Activity — Below is a listing. Copy each line of it that holds the word "button".

Records for this exercise —
<<<<
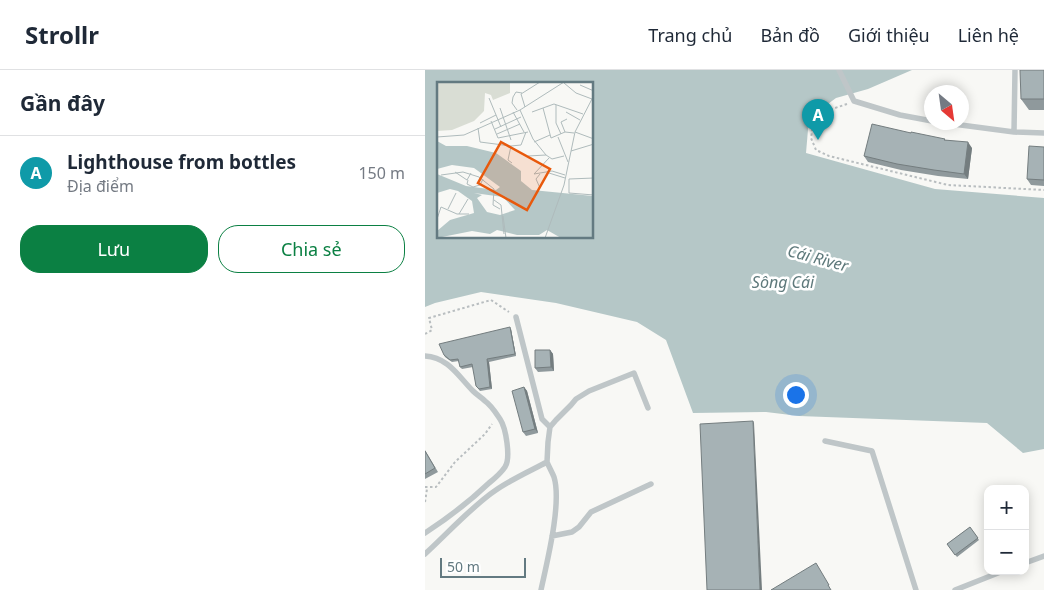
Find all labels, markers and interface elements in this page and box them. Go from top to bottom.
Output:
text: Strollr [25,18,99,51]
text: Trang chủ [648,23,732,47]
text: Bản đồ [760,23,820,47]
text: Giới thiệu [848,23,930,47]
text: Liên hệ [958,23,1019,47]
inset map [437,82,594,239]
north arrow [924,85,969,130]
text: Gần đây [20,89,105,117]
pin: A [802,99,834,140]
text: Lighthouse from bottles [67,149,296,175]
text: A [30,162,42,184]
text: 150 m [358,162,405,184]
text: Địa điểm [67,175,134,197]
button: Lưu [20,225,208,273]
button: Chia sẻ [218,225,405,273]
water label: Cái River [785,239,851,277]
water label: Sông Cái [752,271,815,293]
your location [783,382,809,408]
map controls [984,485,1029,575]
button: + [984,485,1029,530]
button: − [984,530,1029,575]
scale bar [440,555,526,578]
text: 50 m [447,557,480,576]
>>>>
Exercise output —
button: Lưu [20,225,208,273]
button: Chia sẻ [218,225,405,273]
button: + [984,485,1029,530]
button: − [984,530,1029,575]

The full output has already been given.